Extended Data Fig. 6 Contribution of LPB and PVT neurons to mechanically evoked defensive attack.
(a, b) Example coronal sections showing the expression of hM4Di-mCherry in the LPB (a) and PVT (b) of WT mice. (c) Quantitative analyses of time spent for biting-like attack toward the dummy snake in mice with and without chemogenetic inactivation of LPB neurons. (d) Quantitative analyses of time spent for biting-like attack toward the dummy snake in mice with and without chemogenetic inactivation of PVT neurons. (c) Quantitative analyses of time spent for biting-like attack toward the dummy snake in mice with and without chemogenetic inactivation of both PVT and LPB neurons.
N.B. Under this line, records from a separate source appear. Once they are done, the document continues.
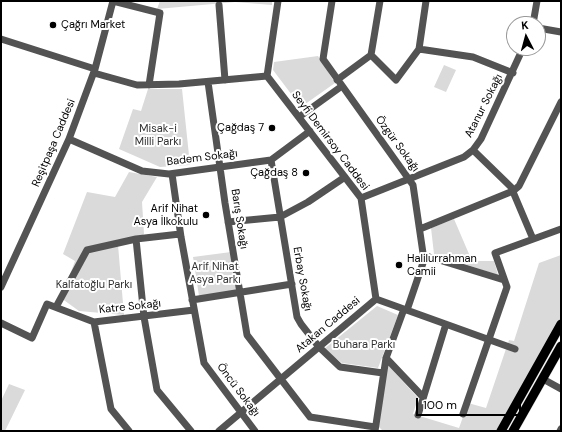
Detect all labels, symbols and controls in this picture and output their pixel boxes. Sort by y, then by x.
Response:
north arrow [506,16,546,56]
place label: Çağrı Market [61,18,125,32]
text: K [521,18,529,32]
marker: Çağrı Market [48,20,58,30]
street label: Atanur Sokağı [462,72,506,140]
street label: Seyfi Demirsoy Caddesi [288,89,372,193]
street label: Reşitpaşa Caddesi [30,97,78,189]
street label: Özgür Sokağı [372,113,422,175]
place label: Çağdaş 7 [217,121,264,135]
park label: Misak-i Milli Parkı [135,122,181,148]
marker: Çağdaş 7 [267,123,277,133]
street label: Badem Sokağı [166,147,238,169]
place label: Çağdaş 8 [250,166,298,180]
marker: Çağdaş 8 [301,168,311,178]
street label: Barış Sokağı [228,188,250,250]
place label: Arif Nihat Asya İlkokulu [133,202,198,228]
marker: Arif Nihat Asya İlkokulu [201,210,211,220]
street label: Erbay Sokağı [290,246,314,312]
place label: Halilurrahman Camii [407,252,477,278]
park label: Arif Nihat Asya Parkı [189,260,241,286]
marker: Halilurrahman Camii [394,260,404,270]
park label: Kalfatoğlu Parkı [56,278,132,292]
street label: Atakan Caddesi [293,294,363,356]
street label: Katre Sokağı [98,297,162,317]
park label: Buhara Parkı [333,338,395,352]
street label: Öncü Sokağı [214,361,262,419]
scale bar [418,390,523,416]
text: 100 m [423,397,457,413]

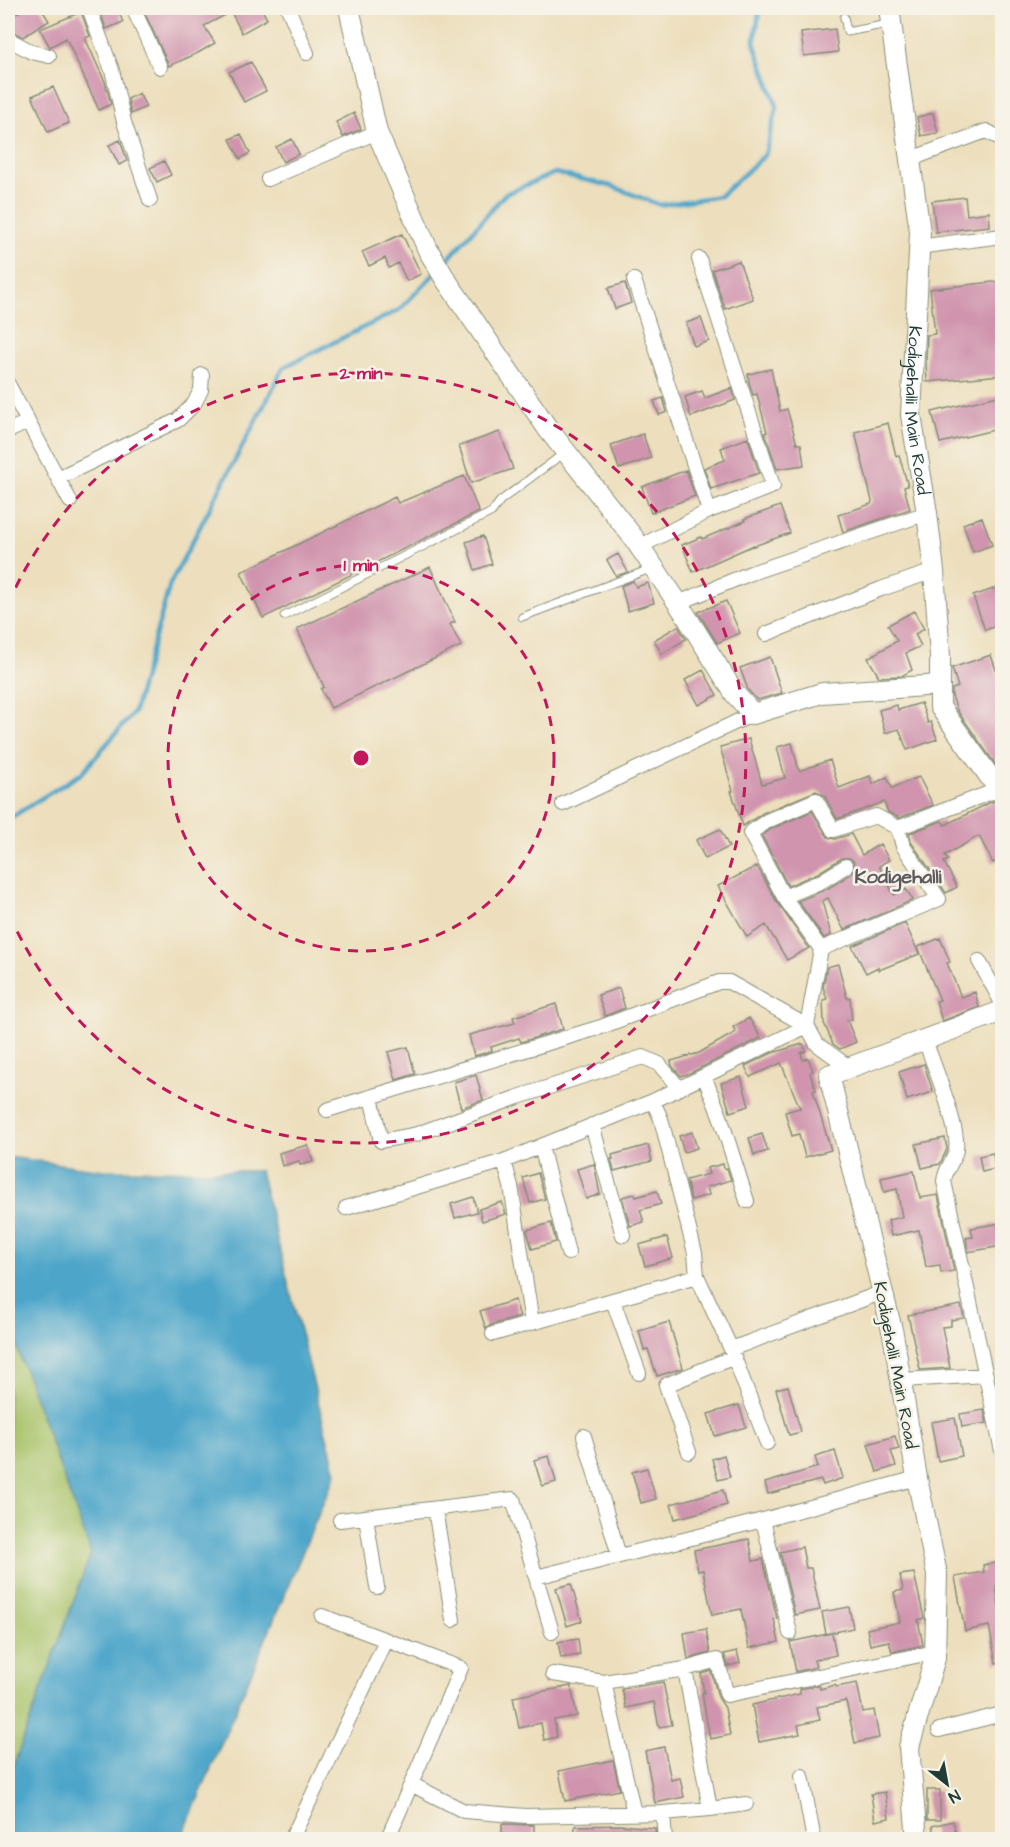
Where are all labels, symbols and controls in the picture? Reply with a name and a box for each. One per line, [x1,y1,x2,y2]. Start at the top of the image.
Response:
street label: Kodigehalli Main Road [898,325,936,497]
text: 2 min [338,361,383,386]
text: 1 min [343,553,379,578]
centre of rings [351,748,371,768]
district label: Kodigehalli [854,863,943,892]
street label: Kodigehalli Main Road [866,1279,924,1451]
north arrow [917,1754,977,1814]
text: N [944,1784,964,1808]

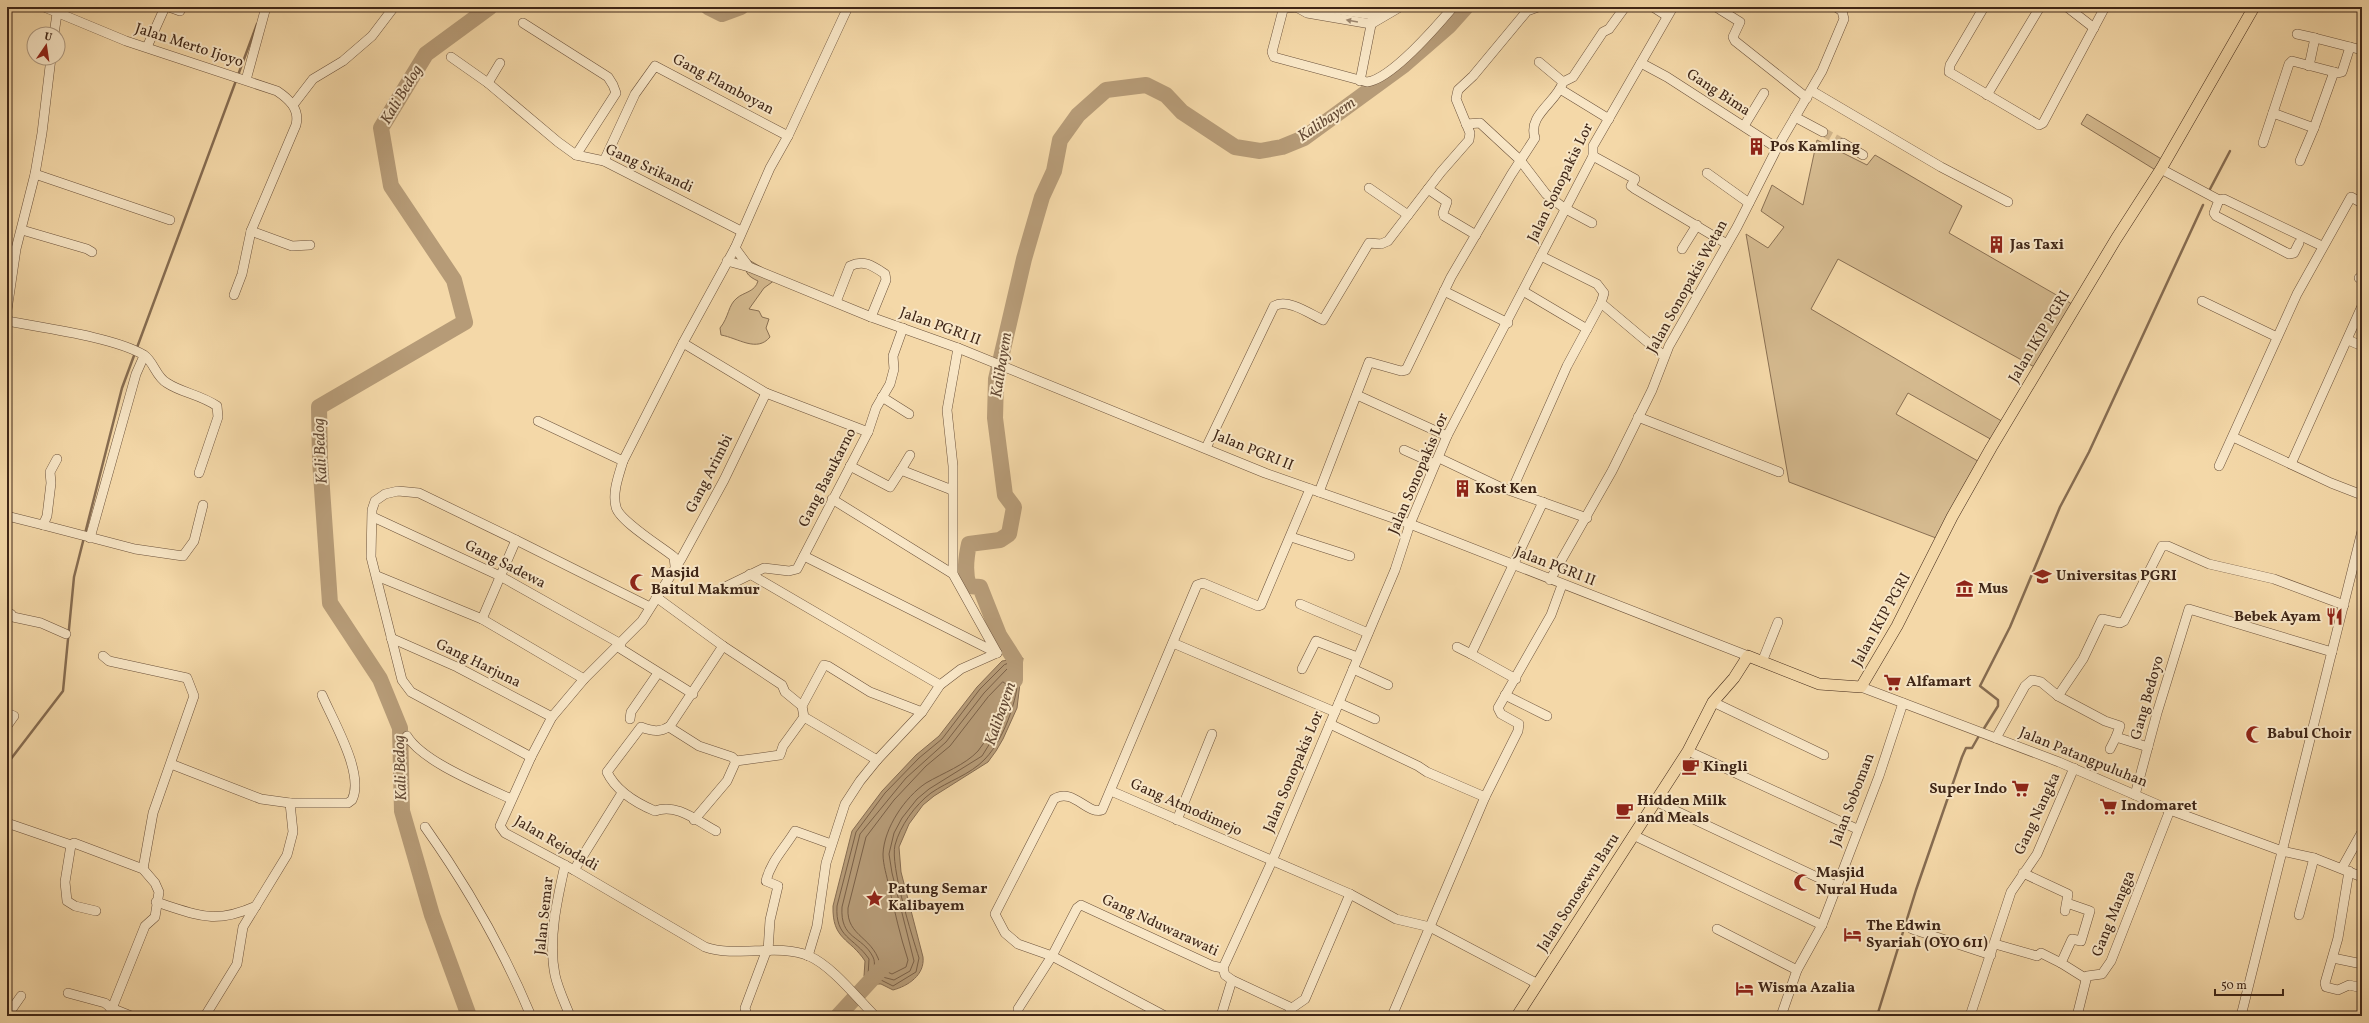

Data in (c-e) are means ± SEM (error bars). Numbers of mice are indicated in the graphs (c-e). Statistical analyses (c-e) were performed by two-sided Student t-tests (*** P < 0.001; n.s. P > 0.1). For the P values, see Supplementary Table 4. Scale bars are labeled in the graphs. The experiment (a, b) was repeated seven times independently with similar results.
Extended Data Fig. 7 Divergent projections of vGAT + AHN neurons.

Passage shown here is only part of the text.